Two Lawrence Livermore National Laboratory (LLNL) researchers who have worked for more than eight years to develop a tularemia vaccine are part of a three-institution team that has been funded to bring their candidate to readiness for use.
The two biomedical scientists, Nick Fischer and Amy Rasley, will collaborate with scientists from the University of New Mexico and the Tulane National Primate Research Center under a five-year, $7.5 million grant from the Defense Threat Reduction Agency (DTRA).
Using the candidate vaccine, the LLNL scientists have demonstrated the ability of a subunit vaccine, incorporating different antigens from the Francisella tularensis bacteria into a single particle, to protect against high doses of this bacteria when aerosolized. F. tularensis is the bacteria that causes the disease tularemia, more commonly known as rabbit fever.
“This demonstration is only a first step, but it is a critical advance that researchers have been trying to achieve for more than three decades,” Rasley said.

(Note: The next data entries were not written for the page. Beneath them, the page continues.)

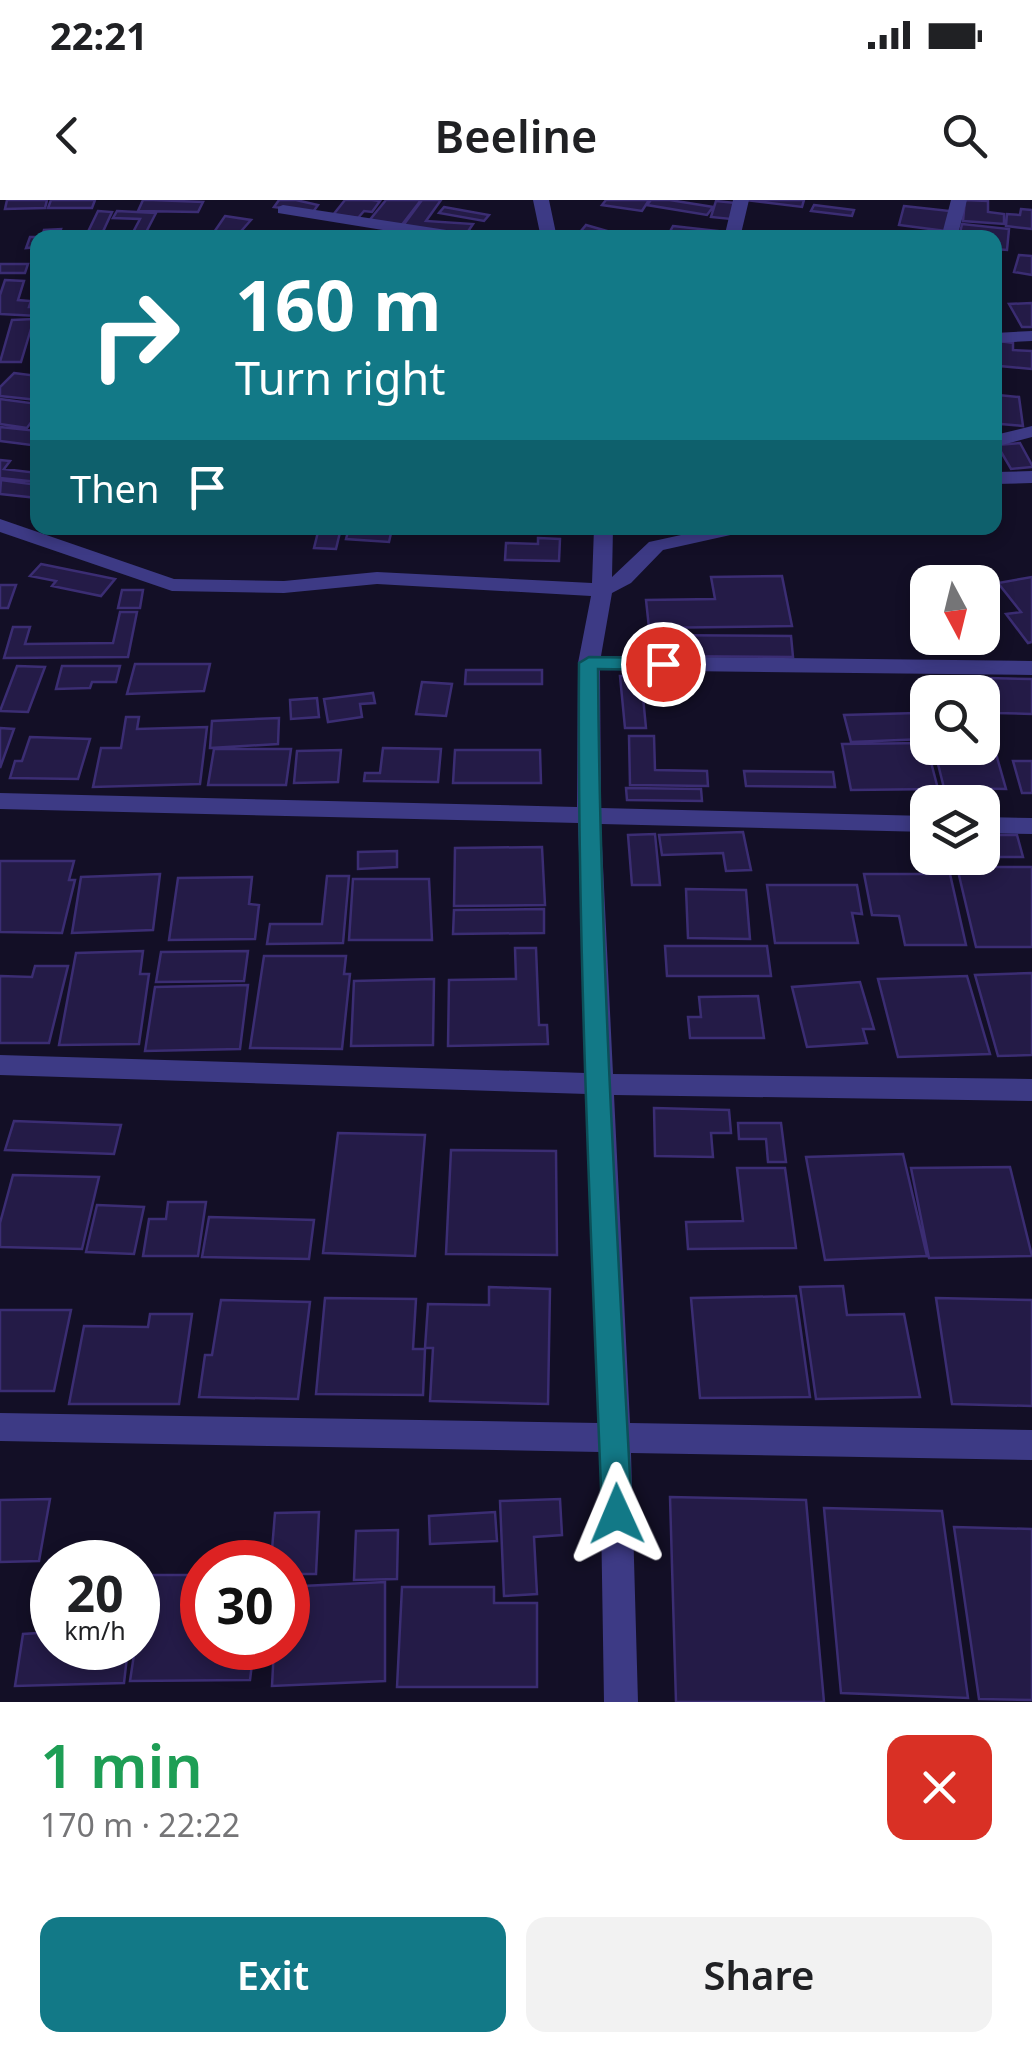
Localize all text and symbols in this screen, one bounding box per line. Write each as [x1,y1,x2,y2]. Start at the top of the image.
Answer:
text: 22:21 [50,9,148,61]
text: Beeline [435,105,597,166]
icon: back [40,108,95,163]
icon: search [937,108,992,163]
text: 160 m [235,256,442,352]
icon: right [70,270,200,400]
text: Turn right [235,347,446,408]
icon: arrive [180,460,235,515]
text: Then [70,462,160,514]
north arrow [910,565,1000,655]
map controls [910,565,1000,875]
pin [621,622,706,707]
icon: arrive [636,637,691,692]
button: search [910,675,1000,765]
button: layers [910,785,1000,875]
position arrow [565,1462,669,1566]
speed limit sign: 30 [180,1540,310,1670]
text: 20 [66,1559,124,1627]
text: km/h [64,1613,126,1647]
text: 1 min [40,1724,203,1806]
button: close [887,1735,992,1840]
text: 170 m · 22:22 [40,1803,240,1846]
button: Exit [40,1917,506,2032]
button: Share [526,1917,992,2032]

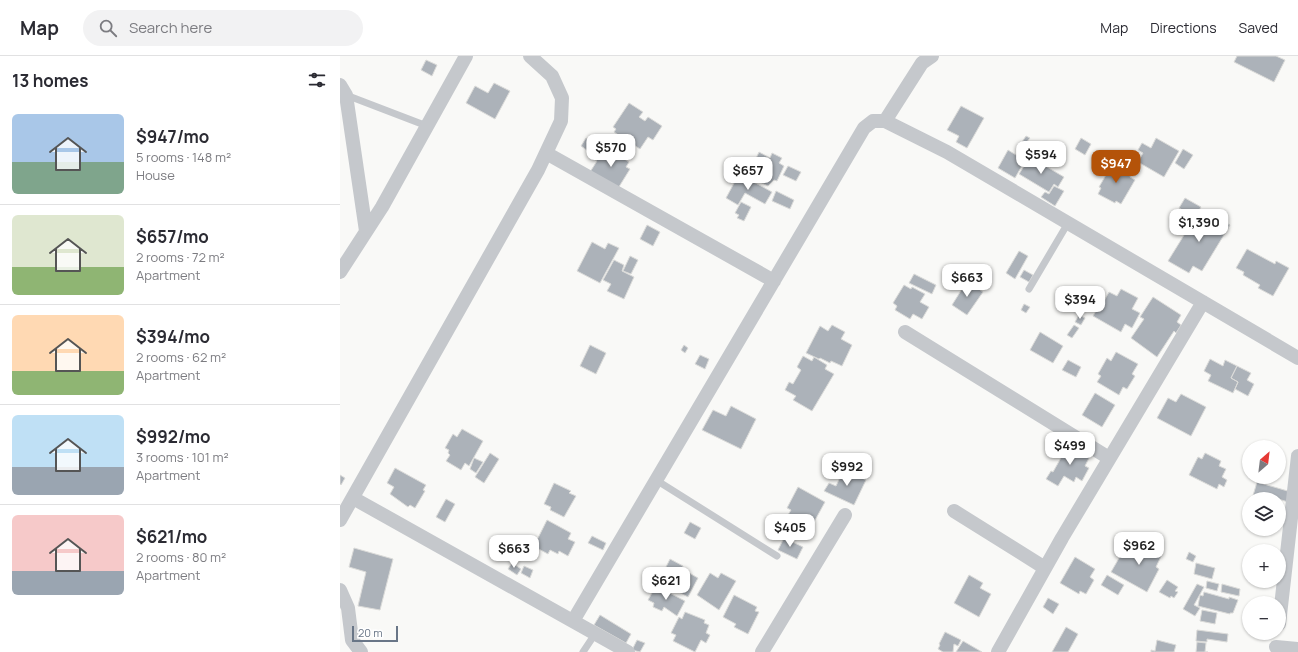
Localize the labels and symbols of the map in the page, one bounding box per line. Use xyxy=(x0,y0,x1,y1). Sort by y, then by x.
pin: $570 xyxy=(587,134,635,168)
pin: $594 xyxy=(1017,141,1065,175)
pin: $947 xyxy=(1092,150,1140,184)
pin: $657 xyxy=(724,157,772,191)
pin: $1,390 xyxy=(1166,209,1232,243)
pin: $663 xyxy=(943,264,991,298)
pin: $394 xyxy=(1056,286,1104,320)
pin: $499 xyxy=(1046,432,1094,466)
north arrow xyxy=(1242,440,1286,484)
pin: $992 xyxy=(823,453,871,487)
pin: $405 xyxy=(766,514,814,548)
pin: $962 xyxy=(1115,532,1163,566)
pin: $663 xyxy=(490,535,538,569)
pin: $621 xyxy=(642,567,690,601)
scale bar xyxy=(352,624,398,643)

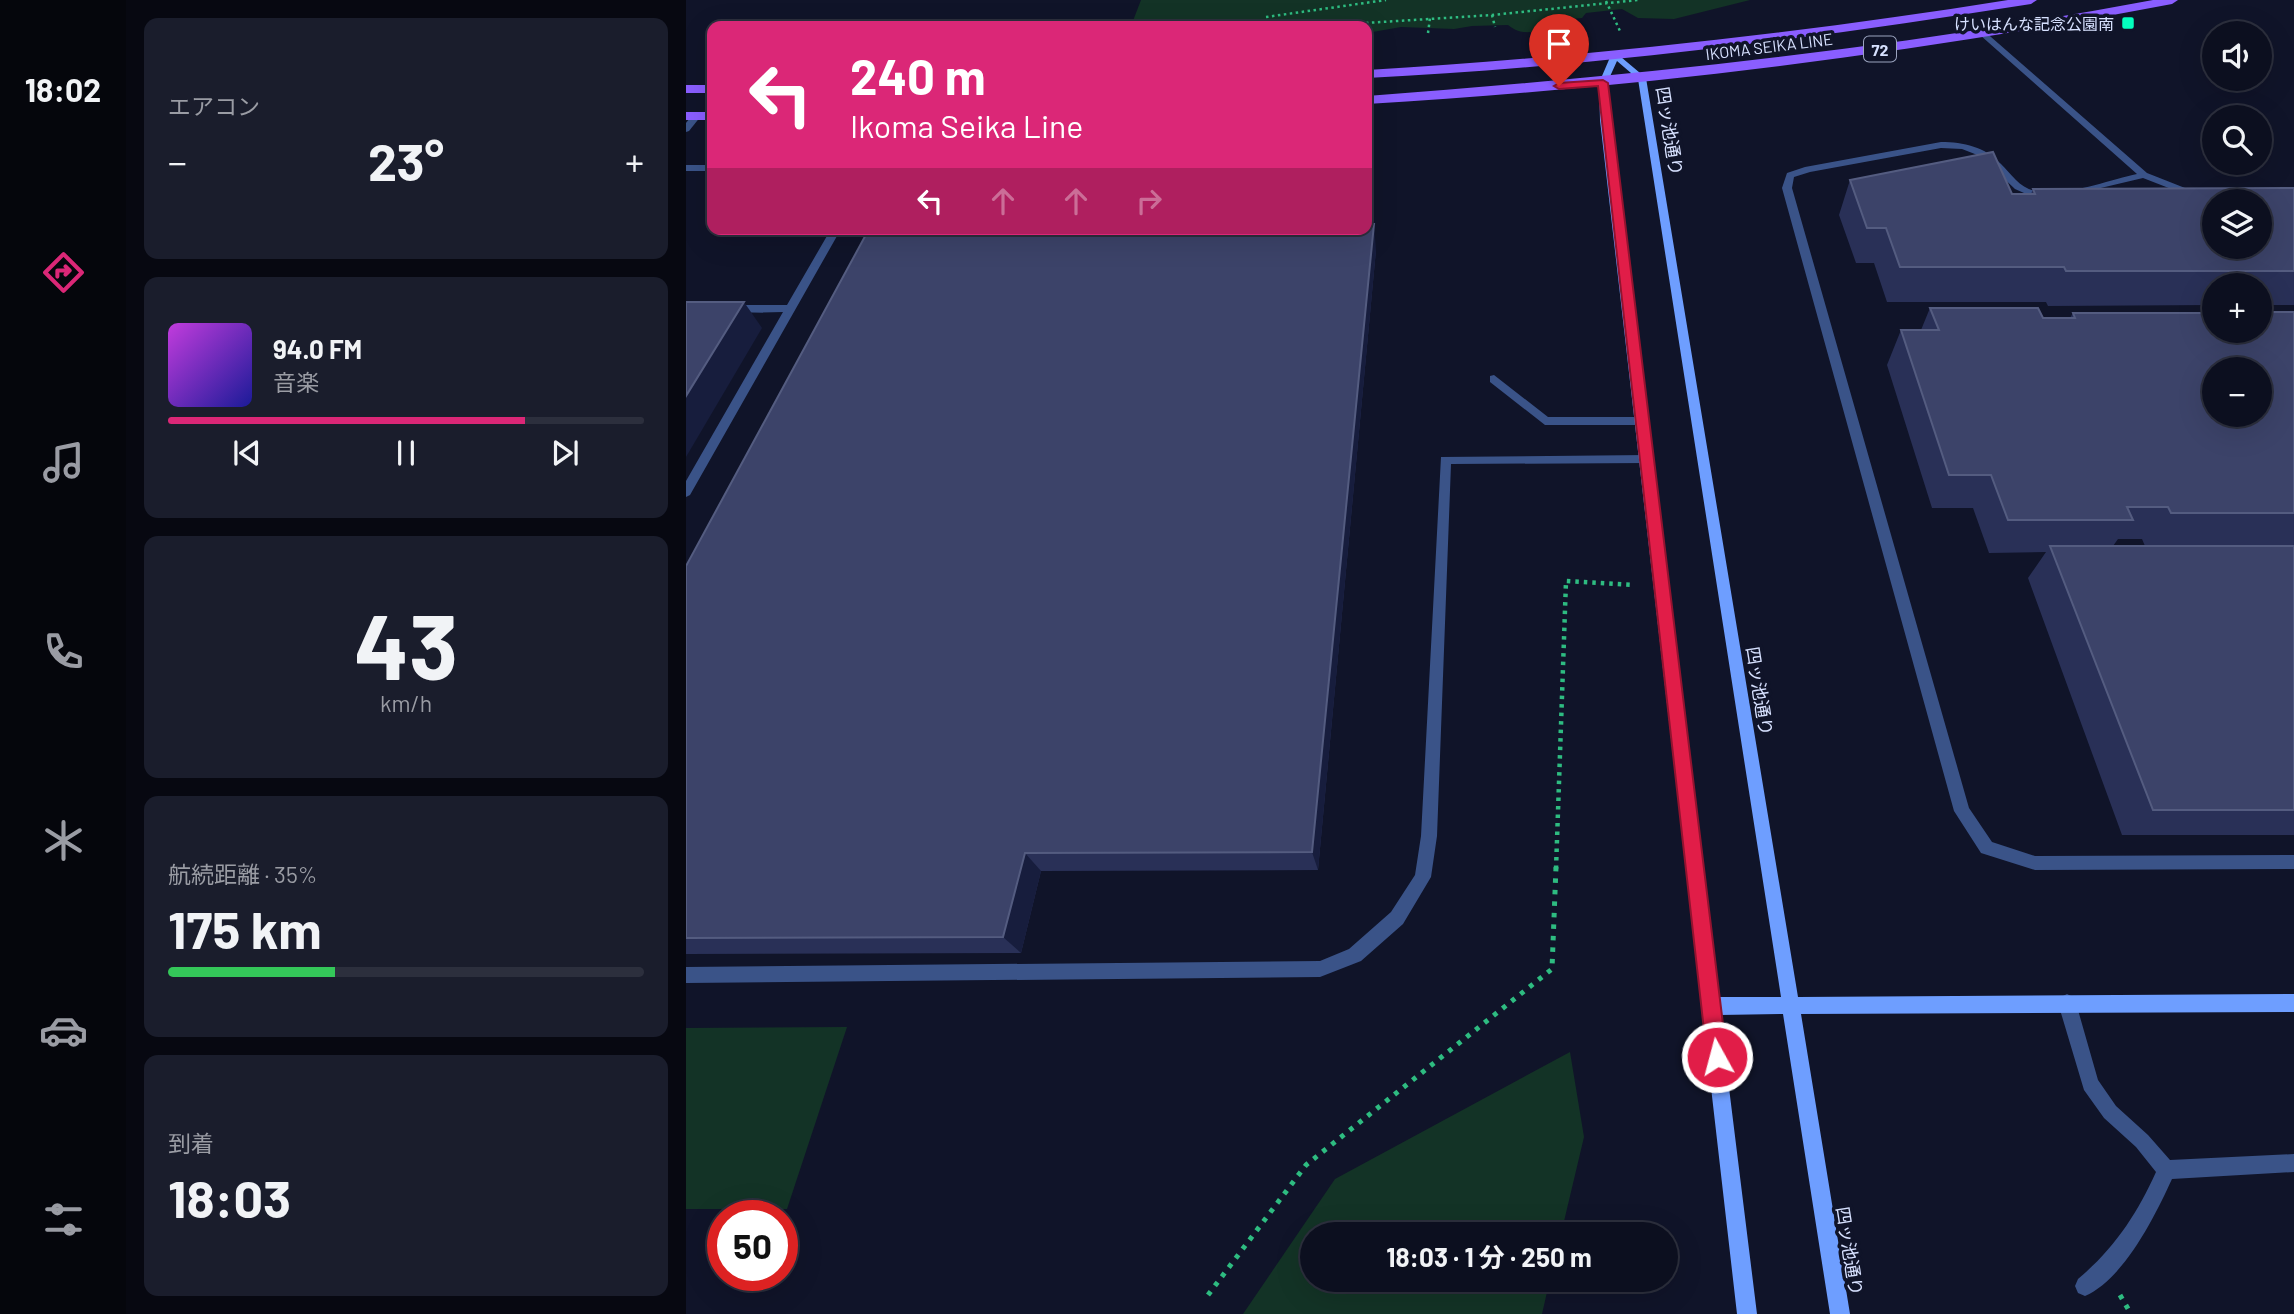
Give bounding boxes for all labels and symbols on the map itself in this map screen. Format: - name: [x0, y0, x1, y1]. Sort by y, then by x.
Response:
- pin: [1529, 14, 1589, 86]
- place label: けいはんな記念公園南: [1954, 14, 2114, 33]
- marker: けいはんな記念公園南: [2120, 15, 2136, 31]
- street label: IKOMA SEIKA LINE: [1704, 29, 1834, 63]
- road number: 72: [1864, 36, 1896, 61]
- street label: 四ッ池通り: [1652, 85, 1688, 177]
- street label: 四ッ池通り: [1742, 645, 1778, 737]
- position arrow: [1680, 1020, 1754, 1094]
- speed limit sign: 50: [707, 1200, 798, 1291]
- street label: 四ッ池通り: [1832, 1205, 1868, 1297]

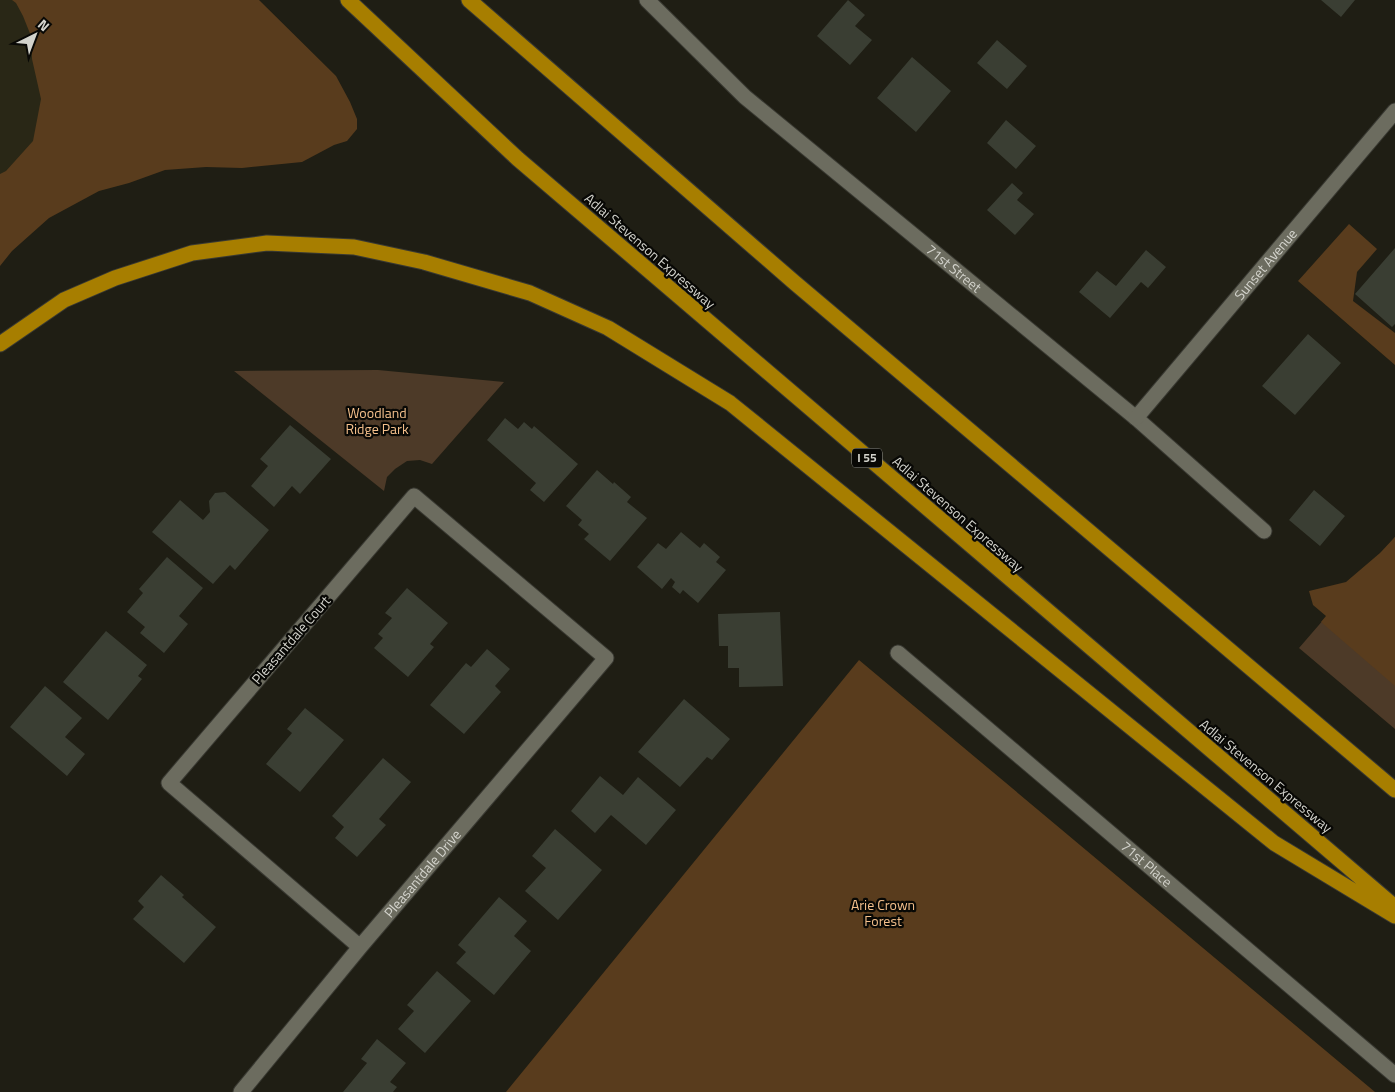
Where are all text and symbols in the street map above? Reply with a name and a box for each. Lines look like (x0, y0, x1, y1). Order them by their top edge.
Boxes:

“We had confidence that we could develop a tularemia vaccine that would work,” said Nick Fischer, “but it took eight years of hard work and multiple failures to get us where we are today.”
Kris Kulp, the acting leader for the Lab’s Biosciences and Biotechnology Division, said LLNL is “tremendously proud and excited” to be part of the effort to develop a vaccine that could protect soldiers and civilians from tularemia, a high-priority pathogen.
“This project leverages expertise our scientists have worked hard to perfect and highlights our ability to contribute to the Lab’s national security mission. The collaborations formed with our university partners are key to producing and testing this novel vaccine. We anticipate this project will significantly enhance our nation’s ability to protect our soldiers,” Kulp said.
The three-institution project will be led by Terry Wu, a tularemia expert, and by the University of New Mexico Health Sciences Center (UNM HSC).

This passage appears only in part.